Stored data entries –
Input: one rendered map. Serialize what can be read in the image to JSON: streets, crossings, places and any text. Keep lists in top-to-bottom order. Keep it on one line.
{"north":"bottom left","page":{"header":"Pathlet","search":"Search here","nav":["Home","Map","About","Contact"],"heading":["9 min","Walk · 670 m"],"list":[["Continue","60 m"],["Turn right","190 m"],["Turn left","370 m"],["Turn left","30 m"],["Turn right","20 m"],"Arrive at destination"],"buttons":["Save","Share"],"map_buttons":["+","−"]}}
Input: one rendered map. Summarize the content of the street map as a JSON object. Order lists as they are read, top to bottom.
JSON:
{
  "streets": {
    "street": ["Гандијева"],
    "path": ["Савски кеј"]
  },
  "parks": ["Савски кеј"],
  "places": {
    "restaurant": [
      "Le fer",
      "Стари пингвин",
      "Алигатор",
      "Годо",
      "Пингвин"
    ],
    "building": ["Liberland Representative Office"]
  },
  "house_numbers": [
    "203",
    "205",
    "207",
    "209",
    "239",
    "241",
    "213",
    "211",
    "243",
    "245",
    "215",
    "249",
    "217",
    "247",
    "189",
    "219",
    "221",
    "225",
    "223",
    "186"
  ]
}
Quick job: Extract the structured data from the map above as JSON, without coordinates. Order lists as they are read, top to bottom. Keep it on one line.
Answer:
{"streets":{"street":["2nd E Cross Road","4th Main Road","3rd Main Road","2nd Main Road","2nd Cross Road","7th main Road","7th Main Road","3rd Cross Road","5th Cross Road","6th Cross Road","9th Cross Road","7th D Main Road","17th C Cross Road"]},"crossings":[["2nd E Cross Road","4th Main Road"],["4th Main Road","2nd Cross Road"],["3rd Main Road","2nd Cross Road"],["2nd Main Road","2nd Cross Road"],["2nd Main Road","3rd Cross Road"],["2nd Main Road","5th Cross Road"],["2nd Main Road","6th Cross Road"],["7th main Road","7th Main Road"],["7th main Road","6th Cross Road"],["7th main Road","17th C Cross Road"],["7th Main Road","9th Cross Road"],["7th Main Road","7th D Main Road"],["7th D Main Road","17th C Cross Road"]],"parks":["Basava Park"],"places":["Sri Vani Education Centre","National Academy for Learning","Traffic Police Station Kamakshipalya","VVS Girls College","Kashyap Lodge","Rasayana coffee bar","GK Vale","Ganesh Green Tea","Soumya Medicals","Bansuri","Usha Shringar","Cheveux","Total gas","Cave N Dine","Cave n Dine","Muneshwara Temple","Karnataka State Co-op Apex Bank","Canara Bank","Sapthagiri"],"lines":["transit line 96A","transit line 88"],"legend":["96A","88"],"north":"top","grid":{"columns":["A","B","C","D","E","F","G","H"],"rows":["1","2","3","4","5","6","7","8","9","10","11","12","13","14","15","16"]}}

Exercise –
Give back every line of the data above exactly as written.

Answer to the exercise –
Input: one rendered map. Serialize what can be read in the image to JSON: streets, crossings, places and any text. Keep lists in top-to-bottom order. Keep it on one line.
{"north":"bottom left","page":{"header":"Pathlet","search":"Search here","nav":["Home","Map","About","Contact"],"heading":["9 min","Walk · 670 m"],"list":[["Continue","60 m"],["Turn right","190 m"],["Turn left","370 m"],["Turn left","30 m"],["Turn right","20 m"],"Arrive at destination"],"buttons":["Save","Share"],"map_buttons":["+","−"]}}
Input: one rendered map. Summarize the content of the street map as a JSON object. Order lists as they are read, top to bottom.
JSON:
{
  "streets": {
    "street": ["Гандијева"],
    "path": ["Савски кеј"]
  },
  "parks": ["Савски кеј"],
  "places": {
    "restaurant": [
      "Le fer",
      "Стари пингвин",
      "Алигатор",
      "Годо",
      "Пингвин"
    ],
    "building": ["Liberland Representative Office"]
  },
  "house_numbers": [
    "203",
    "205",
    "207",
    "209",
    "239",
    "241",
    "213",
    "211",
    "243",
    "245",
    "215",
    "249",
    "217",
    "247",
    "189",
    "219",
    "221",
    "225",
    "223",
    "186"
  ]
}
Quick job: Extract the structured data from the map above as JSON, without coordinates. Order lists as they are read, top to bottom. Keep it on one line.
Answer:
{"streets":{"street":["2nd E Cross Road","4th Main Road","3rd Main Road","2nd Main Road","2nd Cross Road","7th main Road","7th Main Road","3rd Cross Road","5th Cross Road","6th Cross Road","9th Cross Road","7th D Main Road","17th C Cross Road"]},"crossings":[["2nd E Cross Road","4th Main Road"],["4th Main Road","2nd Cross Road"],["3rd Main Road","2nd Cross Road"],["2nd Main Road","2nd Cross Road"],["2nd Main Road","3rd Cross Road"],["2nd Main Road","5th Cross Road"],["2nd Main Road","6th Cross Road"],["7th main Road","7th Main Road"],["7th main Road","6th Cross Road"],["7th main Road","17th C Cross Road"],["7th Main Road","9th Cross Road"],["7th Main Road","7th D Main Road"],["7th D Main Road","17th C Cross Road"]],"parks":["Basava Park"],"places":["Sri Vani Education Centre","National Academy for Learning","Traffic Police Station Kamakshipalya","VVS Girls College","Kashyap Lodge","Rasayana coffee bar","GK Vale","Ganesh Green Tea","Soumya Medicals","Bansuri","Usha Shringar","Cheveux","Total gas","Cave N Dine","Cave n Dine","Muneshwara Temple","Karnataka State Co-op Apex Bank","Canara Bank","Sapthagiri"],"lines":["transit line 96A","transit line 88"],"legend":["96A","88"],"north":"top","grid":{"columns":["A","B","C","D","E","F","G","H"],"rows":["1","2","3","4","5","6","7","8","9","10","11","12","13","14","15","16"]}}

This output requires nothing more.